Daniele Rotolo, PhD
Professor in Science, Technology and Innovation Policy – SPRU, University of Sussex Business School
Associate Professor - Department of Mechanics, Mathematics and Management, Politecnico di Bari
Matching MEDLINE/PubMed Data with Web of Science (WoS):
A Routine in R-language
Rotolo and Leydesdorff (2015)
Journal of the Association for Information Science and Technology, 66(10): 2155–2159
medlineR is a ruotine based on R language that enables to match data
from MEDLINE/PubMed with records indexed in the ISI Web of Science
(WoS) database, thus providing access to field (e.g. citation data, list of
cited reference, full list of the addresses of authors’ host organisations,
WoS subject categories) not available in MEDLINE/PubMed neither
directly in the MEDLINE interface of WoS. For a similar routine for
Windows-based computers see www.leydesdorff.net/medline/.
The R-script of medlineR is available here.
To run medlineR, the user has to follow a number of steps:
-
The user first installs R and the package "stringr". The latter can be installed from the R command line using the following string install.packages("stringr"). An Internet connection is required.
-
The user can identify a list of "PubMed Identifiers", namely PMIDs, in MEDLINE/PubMed to match with WoS data. The list of PMIDs can be derived from the set of publications obtained from the specific query the user is performing. The interface of MEDLINE/PubMed allows for the download of PMIDs in txt format. It is worth noting that medlineR can also work directly at WoS MEDLINE with a valid search string in the advanced-search interface. In this case, the user skips step 2 and step 3.
-
Assuming that the list is composed by M PMIDs, the user builds an advanced search string in the WoS MEDLINE interface according to the following syntax: PM = PMID_1 or PM=PMID_2 or ... PM=PMID_M. Conventional spreadsheets can be used to generate the search string.
-
This search string is then used to query the WoS MEDLINE through the advanced search interface.
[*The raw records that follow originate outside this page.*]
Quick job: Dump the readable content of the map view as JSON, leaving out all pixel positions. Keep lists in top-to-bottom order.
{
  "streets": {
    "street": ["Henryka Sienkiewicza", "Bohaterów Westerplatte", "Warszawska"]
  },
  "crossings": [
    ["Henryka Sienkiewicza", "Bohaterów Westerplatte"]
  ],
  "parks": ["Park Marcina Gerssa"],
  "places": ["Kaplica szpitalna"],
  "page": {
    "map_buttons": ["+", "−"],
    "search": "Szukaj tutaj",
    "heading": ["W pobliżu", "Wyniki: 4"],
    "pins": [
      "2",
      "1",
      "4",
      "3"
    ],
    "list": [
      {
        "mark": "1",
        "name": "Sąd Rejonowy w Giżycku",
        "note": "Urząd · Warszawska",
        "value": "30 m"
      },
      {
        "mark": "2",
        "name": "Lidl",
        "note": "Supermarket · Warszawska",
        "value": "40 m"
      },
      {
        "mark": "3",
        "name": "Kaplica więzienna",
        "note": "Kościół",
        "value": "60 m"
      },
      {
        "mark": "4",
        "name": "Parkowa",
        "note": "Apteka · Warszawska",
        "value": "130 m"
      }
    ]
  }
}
The query will return a list of documents. Each document can be accessed through a weblink. This implies that a url link is associated to each document the search retrieved.
-
The user has to input three parameters in the medlineR script:
(a) One of the url links to WoS MEDLINE documents (variable wosurl). To do so, the user can access to the first document in the list and copy-paste, between quotation marks, the url link associated with this document in the R code – medlineR will use this url to generate the remaining ones automatically. [If the user build a search string in the advanced search interface of WoS MEDLINE and the search returns more than 10 documents, the url associated to one of these documents will have the following format: "http://apps.webofknowledge.com/full_record.do?product=MEDLINE&search_mode= AdvancedSearch&qid=***&SID=***&page=***&doc=***". Stars replace codes that are generated by WoS MED- LINE according to the performed search and the session number. In the case of a search in the general in- terface the url will have the following format: "http://apps.webofknowledge.com/full_record.do?product=MEDLINE&search_mode=GeneralSearch&qid=***&SID=***&page=***&doc=***".](b) The number of documents to collect (variable numdocs).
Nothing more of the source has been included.